CRUST: [Or just buy a chocolate crust]


2 CUPS FINELY CRUSHED OREO COOKIES orCHOCOLATE GRAHAM CRACKERS 
1/4 CUP MELTED MARGARINE
MIX AND PRESS INTO 9 INCH PIE PAN. CHILL.


BEAT:
1 8oz PACKAGE CREAM CHEESE [beat till fluffy]


ADD:
1 [14 oz] CAN CONDENSED MILK [not evaporated]


ADD:
3 TABLESPOONS REAL LEMON
1/4 CUP GREEN CREME DE MENTHE
1/4 CUP CREME DE CACAO


FOLD IN:
1 [4 oz] CONTAINER COOLWHIP [1 3/4 cups]


CHILL OR FREEZE FOR 4 HOURS.


ENJOY!!!


This is another one that you do not add more liquor as it won't freeze....*****This is a favorite.


----------



## JWMINNESOTA (Nov 6, 2007)

Oh, the benefits of living next to a liquor store...

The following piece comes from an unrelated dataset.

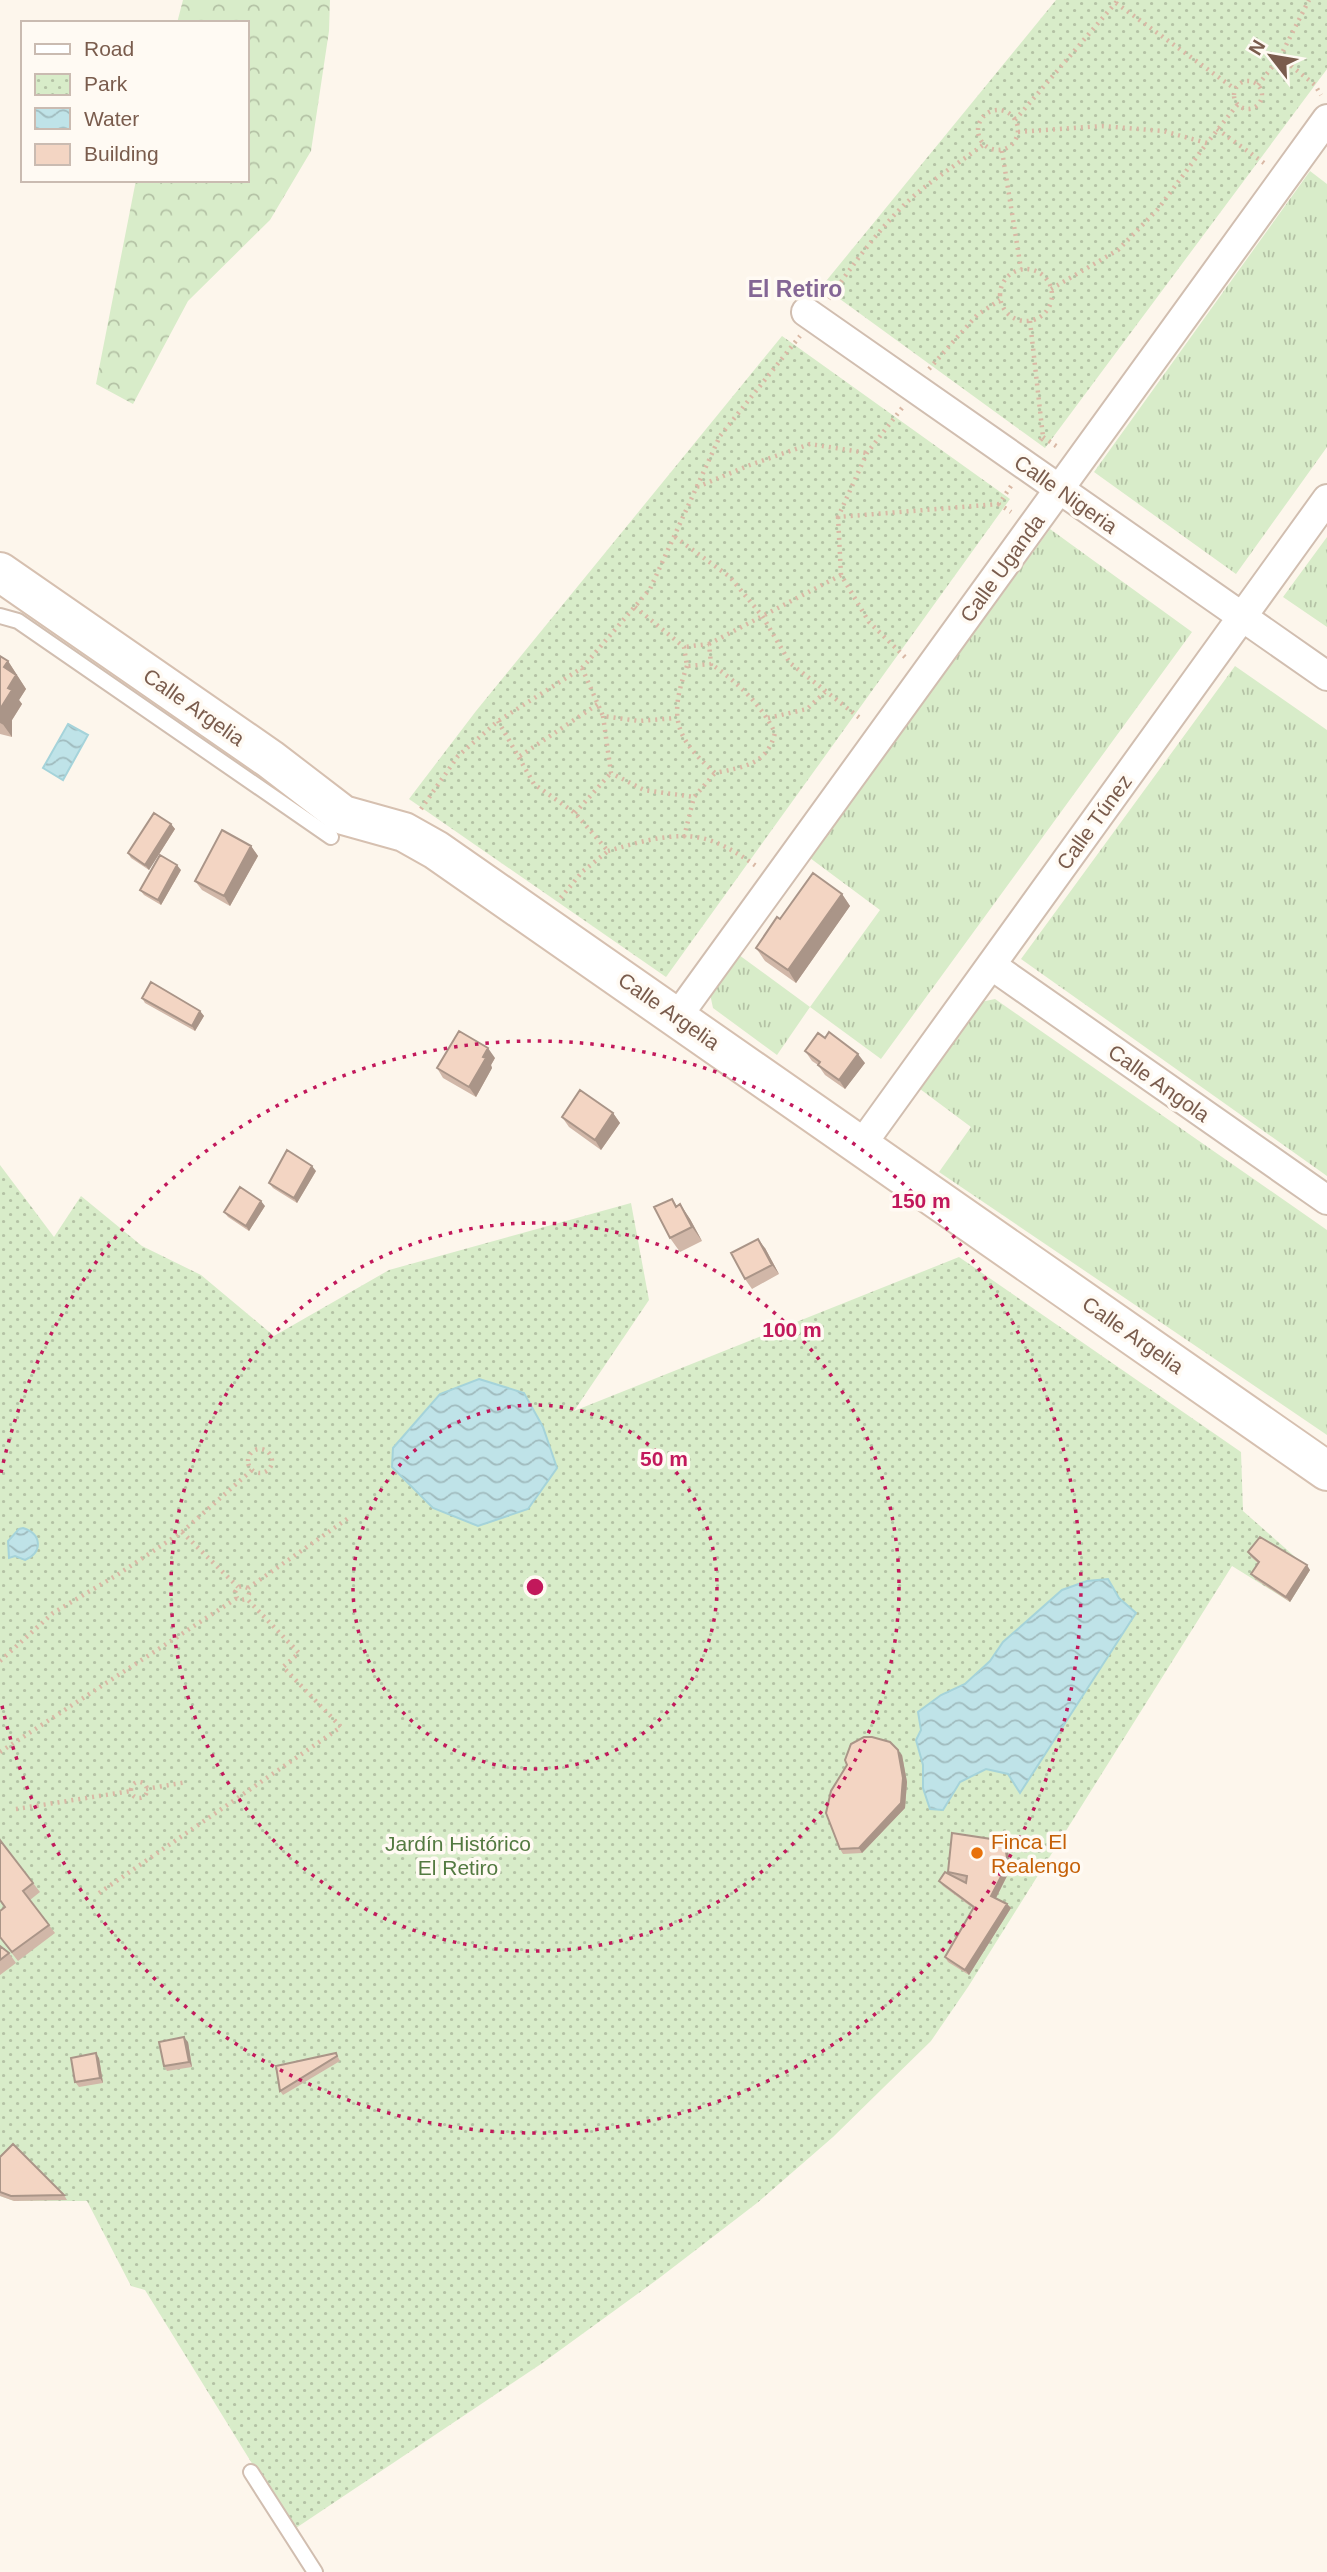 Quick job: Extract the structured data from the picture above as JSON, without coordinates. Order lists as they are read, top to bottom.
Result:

See something that looks good and BAM...




Didn't have any chocolate crust, and them Oreos never did nothing to me to mash em all up, so regular graham cracker crust will have to do.



When this is gone (don't see it making it to tomorrow) I'll do the Amaretto one. Thanks NW for the craving!


----------